Kenny Barron chronology
| The Art of Conversation (2014) | Book of Intuition (2016) | Concentric Circles (2018) |

= Book of Intuition =

Book of Intuition is a studio album by jazz pianist Kenny Barron with bassist Kiyoshi Kitagawa and drummer Johnathan Blake. The album was released on March 4, 2016, via Impulse! Records label.

Professional ratings
Review scores
| Source | Rating |
| The Daily Telegraph | Star |
| The Guardian | Star |
| The Irish Times | Star |
| Jazzwise | Star |
| The Observer | Star |
| Record Collector | Star |
| The Times | Star |
| Tom Hull | B+() |

==Background==
The album contains 10 tracks, of which seven are Barron's original compositions written in a period of time. Two pieces, "In the Slow Lane" and "Prayer", were featured in the soundtrack for 2010 film Another Harvest Moon. Book of Intuition is Barron's first trio album in 20 some years—since Wanton Spirit with Charlie Haden and Roy Haynes. Barron has performed onstage with Kitagawa and Blake for 20 and 10 years, respectively, yet he had never recorded an album with his long-time trio until this album.

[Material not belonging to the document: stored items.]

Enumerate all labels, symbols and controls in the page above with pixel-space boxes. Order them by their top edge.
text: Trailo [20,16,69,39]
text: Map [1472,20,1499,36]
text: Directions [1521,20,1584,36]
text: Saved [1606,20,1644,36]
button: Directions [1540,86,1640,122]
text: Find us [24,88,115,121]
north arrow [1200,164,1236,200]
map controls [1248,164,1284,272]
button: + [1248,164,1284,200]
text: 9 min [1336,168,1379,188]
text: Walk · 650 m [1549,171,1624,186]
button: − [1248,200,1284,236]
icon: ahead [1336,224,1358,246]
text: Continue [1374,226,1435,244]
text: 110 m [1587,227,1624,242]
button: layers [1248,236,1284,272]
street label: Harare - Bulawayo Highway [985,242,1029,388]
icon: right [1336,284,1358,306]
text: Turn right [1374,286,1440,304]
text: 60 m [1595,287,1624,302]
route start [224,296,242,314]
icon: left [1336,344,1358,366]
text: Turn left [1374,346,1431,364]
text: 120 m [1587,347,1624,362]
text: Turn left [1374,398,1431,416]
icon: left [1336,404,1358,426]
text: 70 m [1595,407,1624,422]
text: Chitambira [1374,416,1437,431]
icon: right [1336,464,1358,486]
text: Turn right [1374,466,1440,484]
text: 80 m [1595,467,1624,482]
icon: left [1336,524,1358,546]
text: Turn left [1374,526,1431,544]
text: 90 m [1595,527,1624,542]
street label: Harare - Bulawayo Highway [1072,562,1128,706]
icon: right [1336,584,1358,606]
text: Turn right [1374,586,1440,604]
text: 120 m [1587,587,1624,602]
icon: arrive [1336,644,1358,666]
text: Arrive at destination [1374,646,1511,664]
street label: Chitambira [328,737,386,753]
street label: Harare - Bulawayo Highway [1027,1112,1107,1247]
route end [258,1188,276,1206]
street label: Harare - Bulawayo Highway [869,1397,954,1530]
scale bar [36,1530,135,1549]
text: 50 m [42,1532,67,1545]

The album earned the trio a Grammy Award nomination for Best Jazz Instrumental Album.

==Reception==
John Fordham of The Guardian noted: "Barron has absorbed an encyclopaedia of jazz methods from a life on the road with legends such as Ella Fitzgerald and Stan Getz, and it pours out in these tracks. Magic Dance, with its glistening chords and Latin-jazz tick, sounds smooth at first but unleashes an impulsive torrent. Ballads such as In the Slow Lane display his impeccably light touch and Thelonious Monk’s Shuffle Boil isn’t Monkishly lateral but swings furiously. The jangling Lunacy is a collective bustle prodded by bassist Kiyoshi Kitagawa and drummer Johnathan Blake, while Nightfall is delicate drift through slow chords. There might be too many notes for some on this record, but it’s almost all affectingly musical just the same". Dave Gelly in his review for The Observer wrote, "It has everything – attractive melody, unbuttoned swing, virtuosity and enough rhythmic sleight-of-hand to keep you wide awake. Among the dozen or so most admired pianists in jazz today, Kenny Barron strikes me as the one who wears his mastery most comfortably."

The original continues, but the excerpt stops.